В этом смысле можно говорить о двух светлых константах-ориентирах творчества Тарковского, сопровождающих и направляющих его духовный поиск: икона и музыка И.-С.Баха. В высказываниях режиссера и об иконе, и о Бахе обращает на себя внимание прежде всего отмечаемое отсутствие в них чувственности. Так, об иконе Тарковский говорит: «Там же нет никакого чувства; все строго, даже схематично, но какая глубина и ощущение свободного духа!»[7]. В музыке Баха режиссер выделяет организацию формы при отсутствии чувственности. При этом Тарковский признает вызываемое иконой и музыкой ответное чувство воспринимающего сознания, поэтому его цель — выход и из этого вида «связанности» сознания; он ищет простейший и всеобъемлющий способ выразительности, своего рода абсолютного минимума и абсолютного максимума художественного языка, точки слияния Я и Мира.
Из огромного культурного наследия человечества Тарковским удивительно точно выбраны два феномена (икона и Бах), соединяющие в своем избавленном от чувственности свете внешнее и внутреннее — зримое и слышимое, лик и голос. Как в западной изобразительной культуре нет аналога глубины таящегося за ликом иконы, так и в русском музыкальном искусстве, напитанном духом соборности, не найти баховской силы самоотрешенного Я. Возможно, не ведая того, Тарковский стремился к полноте воссоединения внешне-откровенного и внутренне-потаенного, что так точно выразил православный философ П.А.Флоренский: «То, что созерцается глазом, оценивается как данное ему, как откровение, как открываемое… Напротив, воспринимаемое слухом — по преимуществу субъективно. Звуки, слышимые наиболее, внедрены в ткань нашей души… В звуках воспринимается данность, расплавленная в нашу субъективность… Слыша звук, мы не по поводу его, не об нем думаем, но именно его, им думаем: этот внутренний отголосок бытия и в нашей внутренности есть внутренний… Из души прямо в душу глаголют нам вещи и существа. Напротив, зримое всегда воспринимается как внешнее, как предстоящее нам, как нам данное, а потому нуждающееся в переработке во внутреннее: этой переработкою оно и превращается, переплавляется в звук, в наш на зримое отголосок»[8].
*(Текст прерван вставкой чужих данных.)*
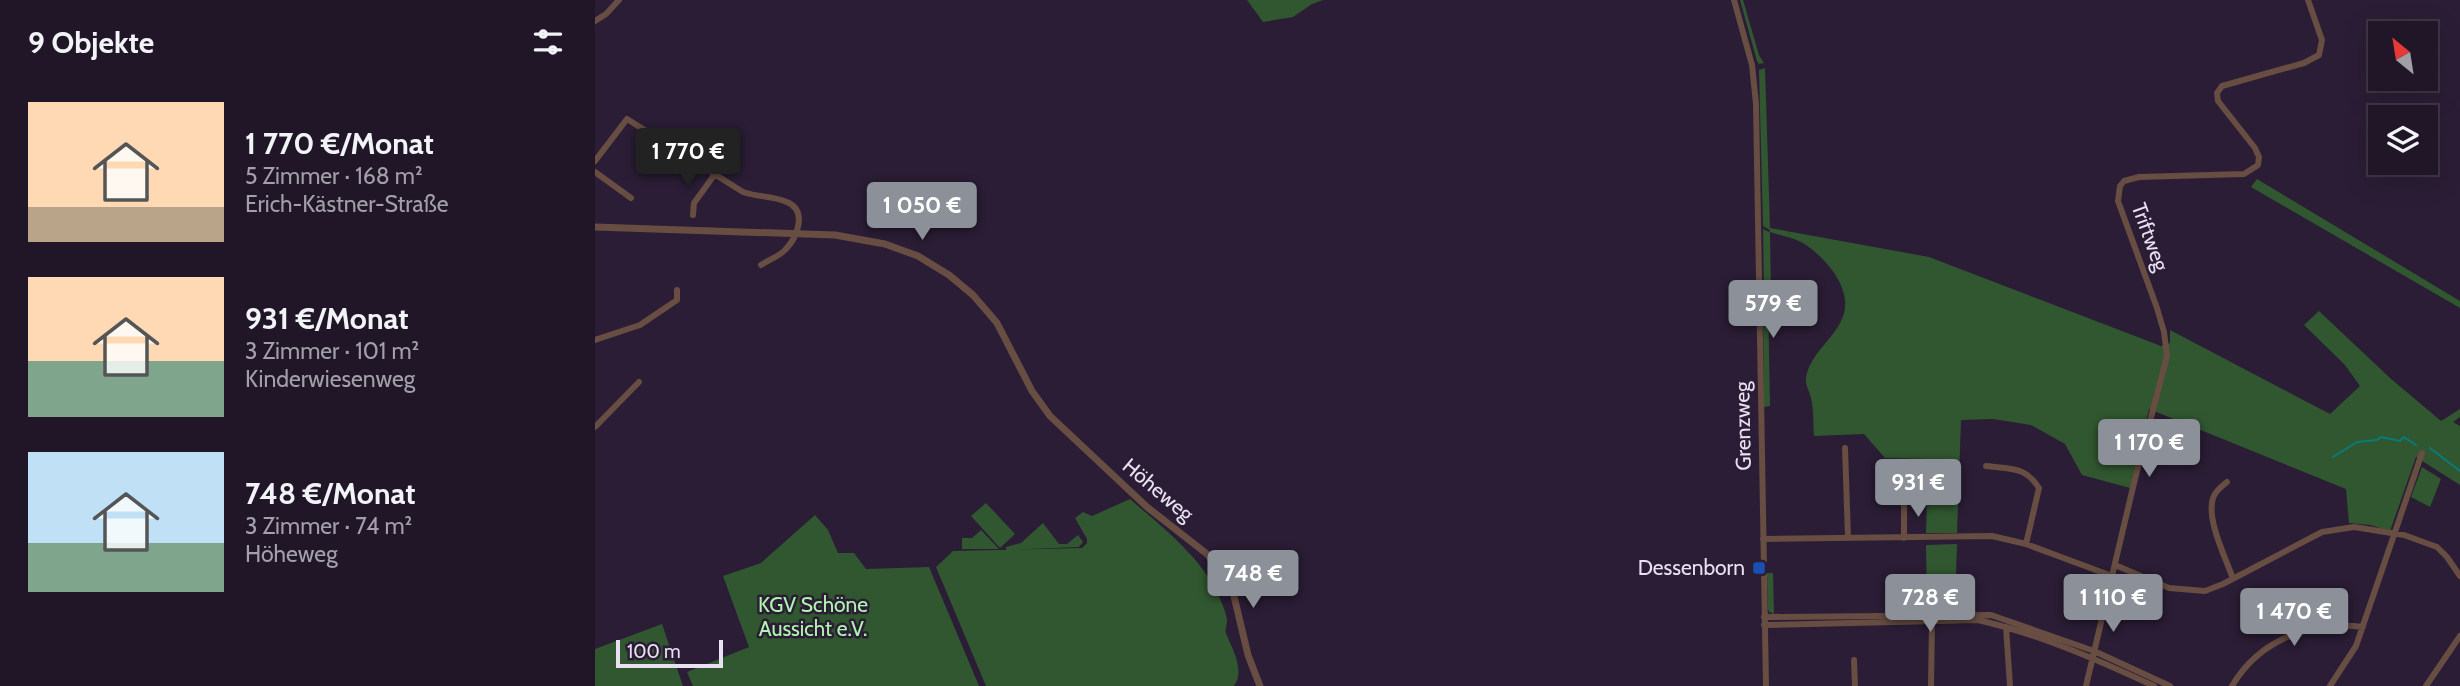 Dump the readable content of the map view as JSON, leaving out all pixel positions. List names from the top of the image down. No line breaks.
{"streets":{"street":["Triftweg","Grenzweg","Höheweg"]},"parks":["KGV Schöne Aussicht e.V."],"places":{"transit":["Dessenborn"]},"scale_bar":"100 m","north":"top left","page":{"heading":"9 Objekte","list":[{"name":"1 770 €/Monat","note":"5 Zimmer · 168 m² · Erich-Kästner-Straße"},{"name":"931 €/Monat","note":"3 Zimmer · 101 m² · Kinderwiesenweg"},{"name":"748 €/Monat","note":"3 Zimmer · 74 m² · Höheweg"}],"price":["1 770 €","1 050 €","579 €","1 170 €","931 €","748 €","728 €","1 110 €","1 470 €"],"scale":"100 m"}}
Свет — не счастье, но покой. Умный свет — за гранью преодоления и страдания, он избавлен от чувствования, но одухотворен. Свет в «Зеркале», возможно, еще не дарован. Но Я–звук — уже обретен. Картина-материя растворяется там, где умирающий в белом свете[9] Алексей говорит: «Оставьте меня в покое. В конце концов я хотел быть просто счастливым». Картина-дух возвращается к началу-звуку там, где мальчик, идущий в поле, издает свой крик свободы и радости, воскрешая истинный смысл фразы из пролога:
«Я МОГУ ГОВОРИТЬ».
1. Т у р о в с к а я М. И. 71/2, или фильмы Андрея Тарковского. М.: «Искусство», 1991, с. 96.
2. Там же.
3. Там же, с. 43.
4. М е р л о - П о н т и М. Око и дух. М.: «Искусство», 1992, с. 43, 54.
5. «Коммерсантъ», 2000, № 30, 23 февраля.
6. Т у р о в с к а я М. И. Указ. соч., с. 146.
7. Там же, с. 97.
8. Ф л о р е н с к и й П. А. У водоразделов мысли. — Ф л о р е н с к и й П. А. Сочинения в 2-х тт. Т. 2, М., 1990, с. 35.
9. Первоначальное название сценария: «Белый, белый день».